Working in the world of youth sports for nearly a decade has taught me many things. One of the most important observations I have made is that parents today think it is their job to protect their children from failure. I have heard the term "Helicopter Parent" referring to someone that hovers over their child saving them from any situation that could result in failure, but I believe the term "Lawnmower Parent" is more fitting. I envision a helicopter staying a safe distance away, but always watching for the opportunity to swoop in if something happens.
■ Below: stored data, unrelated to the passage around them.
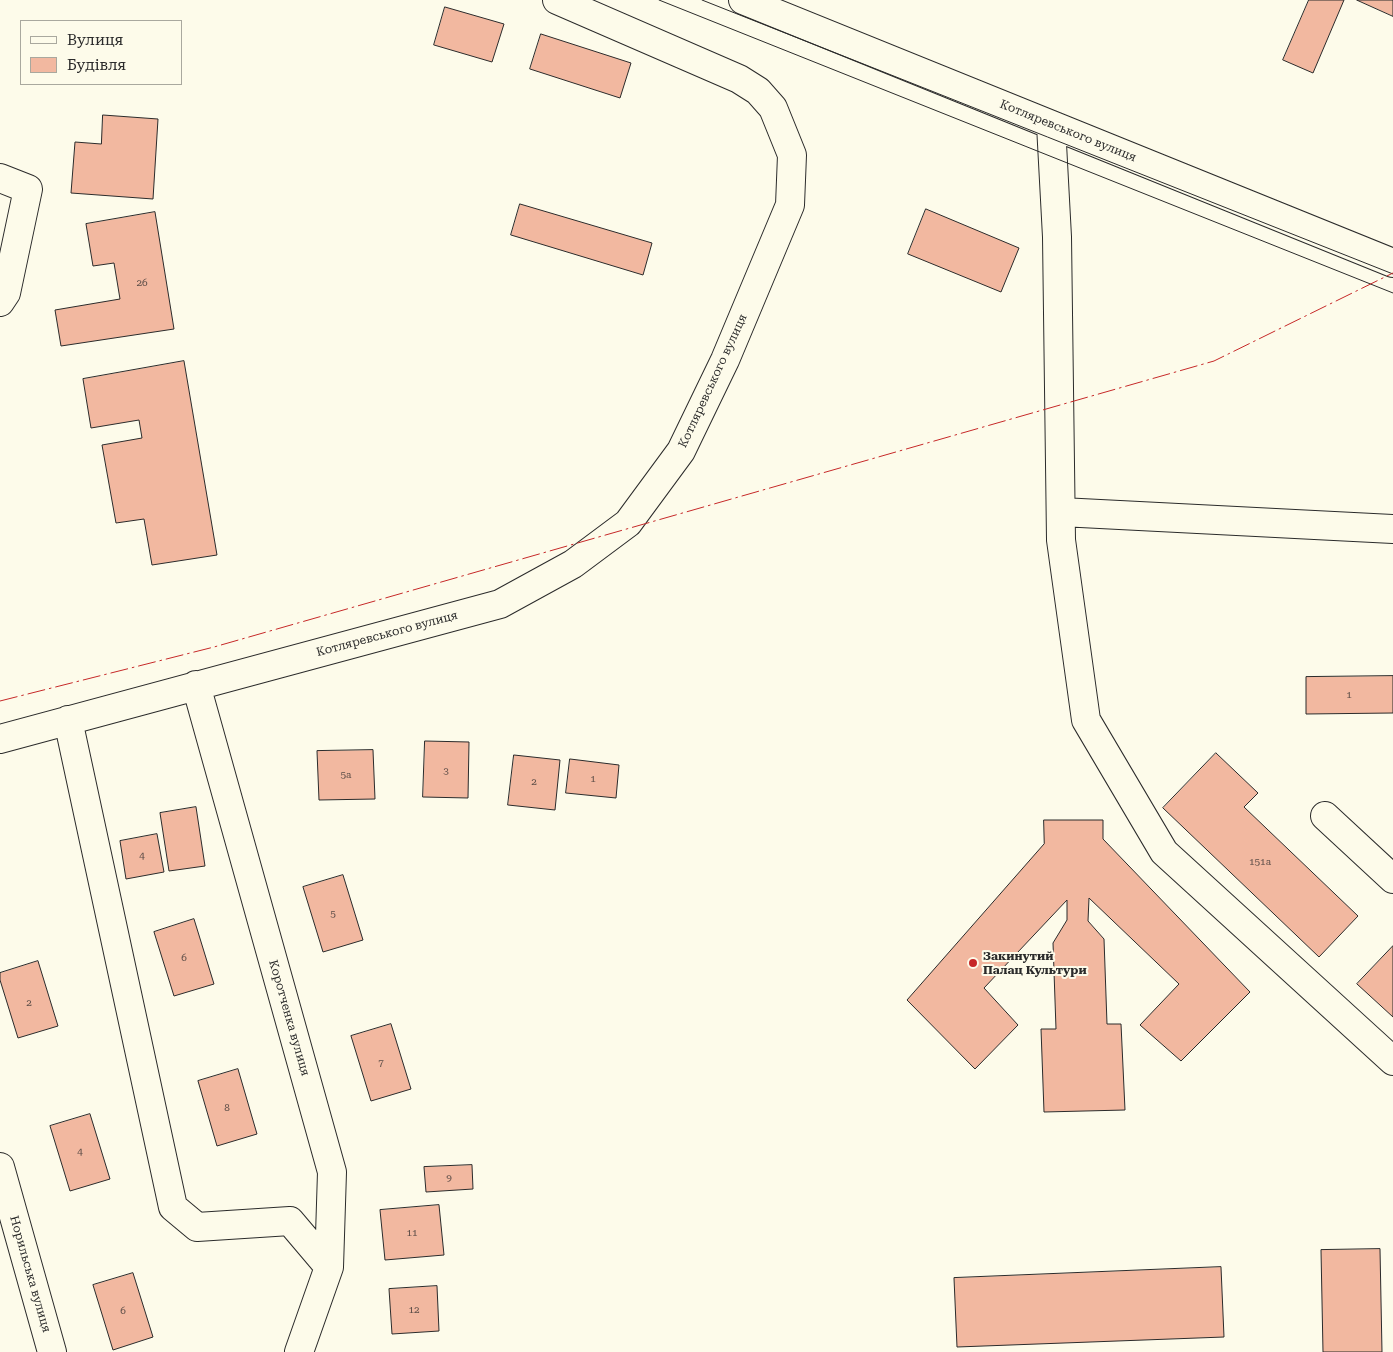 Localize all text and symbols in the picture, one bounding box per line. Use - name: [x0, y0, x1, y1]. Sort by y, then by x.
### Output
- legend: [20, 20, 182, 85]
- text: Вулиця: [67, 31, 123, 49]
- text: Будівля: [67, 56, 126, 74]
- street label: Котляревського вулиця: [998, 97, 1138, 165]
- house number: 26: [136, 277, 148, 289]
- street label: Котляревського вулиця: [676, 312, 750, 450]
- street label: Котляревського вулиця: [315, 608, 459, 660]
- house number: 1: [1346, 689, 1352, 701]
- house number: 3: [443, 765, 449, 777]
- house number: 5а: [340, 769, 352, 781]
- house number: 1: [590, 773, 596, 785]
- house number: 2: [531, 776, 537, 788]
- house number: 4: [139, 850, 145, 862]
- house number: 151а: [1249, 856, 1271, 868]
- house number: 5: [330, 908, 336, 920]
- place label: Закинутий Палац Культури: [983, 949, 1087, 977]
- house number: 6: [181, 952, 187, 964]
- marker: Закинутий Палац Культури: [967, 957, 979, 969]
- street label: Коротченка вулиця: [266, 958, 312, 1078]
- house number: 2: [26, 997, 32, 1009]
- house number: 7: [378, 1057, 384, 1069]
- house number: 8: [224, 1102, 230, 1114]
- house number: 4: [77, 1146, 83, 1158]
- house number: 9: [446, 1172, 452, 1184]
- street label: Норильська вулиця: [6, 1214, 54, 1334]
- house number: 11: [406, 1227, 418, 1239]
- house number: 12: [408, 1304, 420, 1316]
- house number: 6: [120, 1305, 126, 1317]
However, a “lawnmower” sits directly above, with arms out, ready to catch their child should they stumble at all.
While many parents believe this is the answer for how to help their child achieve success, they often do not realize that they are actually hindering their child from developing the skills needed to succeed.
"FAILURE IS SO IMPORTANT. WE SPEAK ABOUT SUCCESS ALL THE TIME. IT IS THE ABILITY TO RESIST FAILURE OR USE FAILURE THAT OFTEN LEADS TO GREATER SUCCESS. I'VE MET PEOPLE WHO DON'T WANT TO TRY FOR FEAR OF FAILING." -JK Rowling
When you apply this theory to sports, it becomes a glaring example of why the United States has not been able to consistently develop world class talent.
The example that most readily comes to mind is when a player is trying out for a team and gets placed on the second team instead of the first team. The parent then decides that the coaches don't know what they are talking about and they take their child to another club, trying out yet again to see if their player can make the first team. This process is repeated season after season, year after year, just so the parent can tell their friends that their child plays on the first team.
The lesson being missed here is that it is perfectly fine for a player to be placed on the second team. By being on the second team you are constantly practicing with players that are of equal or better quality, pushing the player to develop at a rate that is going to be most beneficial to their environment and skill level. They learn that in order to get to the first team they must work extra hard and be extremely dedicated in order to improve their skills at a rate greater than their peers. This lesson will be repeated many times over in their life in settings other than sports.
Another example is when a player is wondering why they aren't getting as much game time as they would like. A common scenario is when the parent then goes to the coach asking why little Johnny isn't getting as much playing time as Jimmy. The coach gives an explanation that no matter what the parent isn't going to like, and the parent then reacts by rallying other parents on why the coach is terrible, ultimately getting rid of the coach.
The lesson to be taught here is to make the player responsible for his or her performances and have them approach the coach to ask why they aren't getting as much playing time or developing as fast as they would like. This teaches the player to speak to their superior and learn how to deal with direction and constructive criticism while keeping a level head. The parent should encourage the player to continue following up with the coach as he or she puts in the hard work.
The real moral here is that players need to be able to enjoy their successes and learn from their failures as youth athletes. Protecting players from failure does nothing to teach them about perseverance. Ultimately, their resilience is what is going to make them successful, be it in sports or beyond the game.